Data excerpts:

______________________________

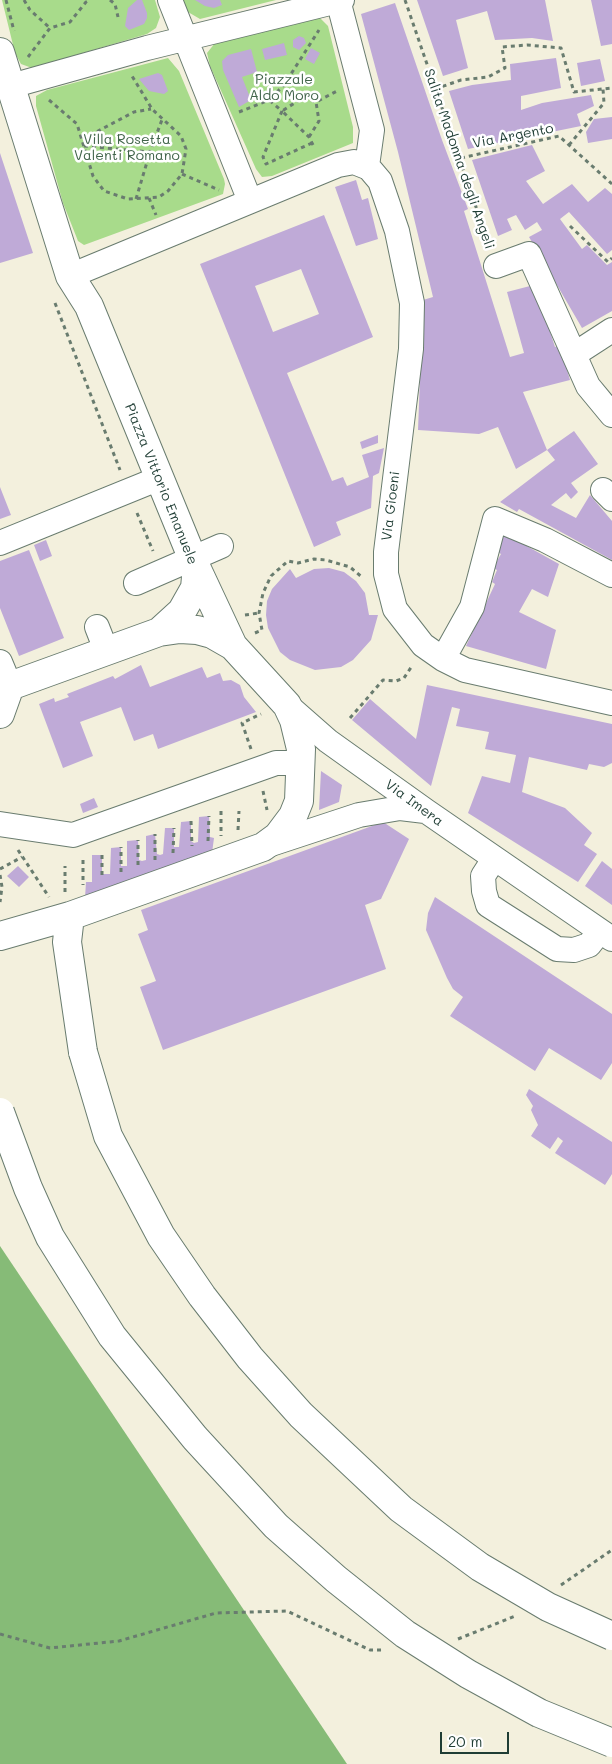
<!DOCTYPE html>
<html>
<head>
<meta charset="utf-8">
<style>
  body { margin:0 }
  #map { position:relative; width:612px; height:1764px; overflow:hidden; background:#f3f0dd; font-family:Mali,sans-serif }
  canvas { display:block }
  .scale { position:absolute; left:440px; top:1732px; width:69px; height:22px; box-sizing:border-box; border:2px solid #1f3d34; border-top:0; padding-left:6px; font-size:15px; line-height:18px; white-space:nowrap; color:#1f3d34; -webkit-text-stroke:4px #fff; paint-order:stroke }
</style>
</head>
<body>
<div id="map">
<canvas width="612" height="1764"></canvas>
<div class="scale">20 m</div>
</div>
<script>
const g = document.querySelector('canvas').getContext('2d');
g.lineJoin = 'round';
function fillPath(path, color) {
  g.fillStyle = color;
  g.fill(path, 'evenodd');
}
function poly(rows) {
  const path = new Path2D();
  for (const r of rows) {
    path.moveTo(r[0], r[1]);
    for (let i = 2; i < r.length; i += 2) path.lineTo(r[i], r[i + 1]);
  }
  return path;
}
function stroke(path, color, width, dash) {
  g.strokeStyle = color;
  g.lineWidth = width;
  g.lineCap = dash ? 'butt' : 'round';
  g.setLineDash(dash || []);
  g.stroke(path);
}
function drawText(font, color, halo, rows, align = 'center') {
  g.font = font + ' Mali,sans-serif';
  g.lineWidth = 5;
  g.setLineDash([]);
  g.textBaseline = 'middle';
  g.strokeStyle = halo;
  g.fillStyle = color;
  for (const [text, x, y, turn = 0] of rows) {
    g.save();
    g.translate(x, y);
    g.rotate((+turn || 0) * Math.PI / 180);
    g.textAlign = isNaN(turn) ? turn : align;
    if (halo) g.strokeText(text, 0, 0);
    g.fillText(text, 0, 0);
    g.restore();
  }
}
const green = poly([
  [2,0,155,0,160,17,156,28,147,34,32,68,21,64,15,53],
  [182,0,276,0,200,19,188,12],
  [314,17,320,18,328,26,353,127,353,143,272,176,262,177,256,169,210,66,207,53,215,43],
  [168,58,179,71,224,179,225,184,223,194,84,245,78,241,63,203,36,106,36,96,47,90]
]);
const forest = poly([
  [0,1246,347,1764,0,1764]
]);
const building = poly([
  [137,0,142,0,147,13,147,18,144,24,129,30,125,26,128,8],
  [195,0,220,0,222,5,214,8,205,6],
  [417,0,545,0,553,41,532,38,495,40,487,11,456,20,468,68,443,76],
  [591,0,612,0,612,44,601,46],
  [395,3,442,140,468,209,464,211,510,357,524,353,507,292,530,286,531,289,534,289,541,304,555,347,560,345,570,380,523,392,547,450,516,469,498,427,479,434,418,430,423,300,433,297,398,152,361,14],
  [299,36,304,38,306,43,299,50,293,47,293,40],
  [284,43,287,55,265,60,262,49],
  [311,48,320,53,314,64,305,59],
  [251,49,257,72,242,77,251,100,239,107,223,70,222,61,228,55],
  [556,58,561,88,521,96,521,110,542,103,591,95,594,106,577,114,581,126,468,149,449,91,472,85,511,80,510,64],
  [600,59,605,81,581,86,577,63],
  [158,73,162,75,168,91,164,94,149,91,139,79],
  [612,117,612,139,588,143,586,132,594,119],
  [532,145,545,171,526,181,543,204,572,184,588,202,605,188,612,194,612,250,607,254,569,212,560,219,582,249,587,245,607,265,612,262,612,311,582,328,529,237,542,230,537,222,525,230,516,215,507,219,512,230,498,236,472,160],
  [0,153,33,253,0,263],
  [356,180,362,200,368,198,378,239,356,246,335,187],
  [324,215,373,337,287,373,332,481,343,477,347,486,369,477,362,455,384,448,379,473,373,476,371,508,336,522,341,535,314,547,200,264],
  [301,269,319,314,273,332,255,286],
  [574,431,598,464,571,483,578,492,571,499,566,493,551,505,576,518,590,495,612,521,612,560,519,509,517,512,500,502,555,460,547,450],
  [378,435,378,443,362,449,360,442],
  [0,487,11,515,0,519],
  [505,534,559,564,548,597,532,589,519,612,556,630,546,669,466,646,495,584,492,582,497,570,493,568,501,554,496,551],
  [46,540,52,556,40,561,34,545],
  [29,550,64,638,19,656,0,608,0,561],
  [329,568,344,572,356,581,365,593,369,615,378,615,371,640,353,660,341,667,315,670,290,660,280,652,268,628,266,615,267,601,272,589,290,569,296,578,314,569],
  [141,665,150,687,202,667,207,678,220,673,223,681,231,680,240,685,244,697,256,712,158,749,153,734,134,741,121,707,80,722,93,756,63,768,39,704,54,698,55,702,69,697,67,694,113,676,115,679],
  [427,685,612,724,612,763,604,767,589,764,587,770,529,757,522,792,565,808,592,833,584,845,597,854,578,882,468,813,482,776,510,783,516,755,485,749,489,732,456,726,460,709,452,707,431,786,352,720,370,699,416,739],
  [321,771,342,785,339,802,319,810],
  [94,798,98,807,83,813,80,804],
  [209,816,210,837,214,838,212,853,85,898,86,882,92,882,92,855,102,855,102,874,110,874,111,848,121,847,121,866,127,866,127,841,138,840,139,860,142,861,146,860,146,836,155,834,157,854,160,855,163,854,165,828,174,828,174,847,179,847,181,822,191,821,191,841,194,843,198,842,199,817],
  [383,822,409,839,381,899,365,905,386,969,163,1050,140,987,156,981,138,934,148,930,141,910],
  [602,861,612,869,612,905,585,886],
  [18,866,29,877,19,887,7,876],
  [435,897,612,1014,612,1063,601,1080,549,1048,535,1071,450,1016,463,997,453,989,447,978,426,930,428,913],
  [529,1089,612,1142,612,1174,605,1185,555,1153,563,1141,558,1137,550,1149,531,1136,538,1125,531,1110,533,1106,526,1095]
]);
const path = poly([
  [6,0,14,31],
  [24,0,30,10,50,28],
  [110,0,115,4,118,17],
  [405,0,489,245],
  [28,57,50,28,70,22,86,2,90,0],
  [435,89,461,80,488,77,505,68,502,47,527,45,561,48,574,92,612,88],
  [49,100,77,124,93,176,104,191,128,199,159,197,168,191,182,174,186,149,181,136,152,109,132,76],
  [239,112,269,100],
  [309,137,319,121,316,102],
  [83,139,134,112,151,109],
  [312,143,266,164,263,157,282,111,269,100,284,85,319,30],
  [313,145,309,137,282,111,304,97,316,102,339,90],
  [569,145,604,103,603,89],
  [84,146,150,152,163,117],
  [461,158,559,136,612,184],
  [182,174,219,190],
  [149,198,156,215],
  [136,199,150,152],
  [570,226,608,262,612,258],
  [55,303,120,470],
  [137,513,153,551],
  [245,615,259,613],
  [255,633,262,630,259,613,263,593,271,576,288,561,298,563,314,559,326,560,350,567,363,578],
  [350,718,383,680,396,681,404,678,412,666],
  [251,749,242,723,261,714],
  [263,791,267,810],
  [221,811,221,836],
  [191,821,192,846],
  [238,830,239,811],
  [208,841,209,816],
  [18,850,49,897],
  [173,853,174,828],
  [102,855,102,878],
  [83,860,83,885],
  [155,860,155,834],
  [138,865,138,840],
  [0,869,22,857],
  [121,872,121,847],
  [0,875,2,887,0,902],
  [65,892,65,866],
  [561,1585,612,1550],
  [0,1634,50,1648,119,1641,216,1613,287,1611,370,1650,385,1650],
  [458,1639,515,1616]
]);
const minor = poly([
  [170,0,250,201],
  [338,0,372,130,367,166],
  [11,86,147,48,342,0],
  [496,266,529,254,588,386,612,415],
  [70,276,338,165,354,162,369,168,380,181,397,231,412,303,411,349,386,552,386,574,395,609,423,645,443,659,465,670,612,703],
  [575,354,612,330],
  [603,490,612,499],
  [0,543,160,478],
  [136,583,221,546],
  [97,627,106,650],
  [443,659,472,607,495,519,545,540,612,575],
  [0,662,10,686,0,690],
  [287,705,328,741,426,811,612,939],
  [0,824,73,835,276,763,300,763],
  [265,846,359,815,400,808,425,811],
  [494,859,483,876,484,891,488,905,557,949,574,950,589,945,600,931]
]);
const major = poly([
  [0,52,70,276,89,306,196,567,196,577,195,588,182,611,159,632,10,686,0,714],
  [159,632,180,629,197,630,212,634,233,646],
  [70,916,67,942,83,1052],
  [0,936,70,916,263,847,278,836,293,816,299,801,301,749,294,720,287,705,233,646,196,567]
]);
const majorBridge = poly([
  [83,1052,108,1136,161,1236,202,1296,250,1358,301,1415,401,1509,480,1567,548,1607,612,1636],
  [0,1112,28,1188,50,1237,112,1336,195,1438,276,1526,336,1579,405,1634,468,1674,539,1713,612,1743]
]);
const parkNames = [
  ["Piazzale",284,80],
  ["Aldo Moro",284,96],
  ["Villa Rosetta",127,140],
  ["Valenti Romano",127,156]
];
const streetNames = [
  ["Via Argento",513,136,-11],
  ["Salita Madonna degli Angeli",459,159,71],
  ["Piazza Vittorio Emanuele",161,484,68],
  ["Via Gioeni",391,506,-83],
  ["Via Imera",414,803,36]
];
fillPath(green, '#a8db8b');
fillPath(forest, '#86bb77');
fillPath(building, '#bfaad7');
stroke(minor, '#697c6f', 26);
stroke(major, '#697c6f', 30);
stroke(path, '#697c6f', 3, [4, 4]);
stroke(minor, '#fff', 24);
stroke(major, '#fff', 28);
stroke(majorBridge, '#697c6f', 30, []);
stroke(majorBridge, '#fff', 28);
drawText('14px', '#41644a', '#fff', parkNames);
drawText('14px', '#1f3d34', '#fff', streetNames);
</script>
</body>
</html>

______________________________

**TO DO**
Where a line of the data includes the string "align", list that line.

**RESULT**
function drawText(font, color, halo, rows, align = 'center') {
    g.textAlign = isNaN(turn) ? turn : align;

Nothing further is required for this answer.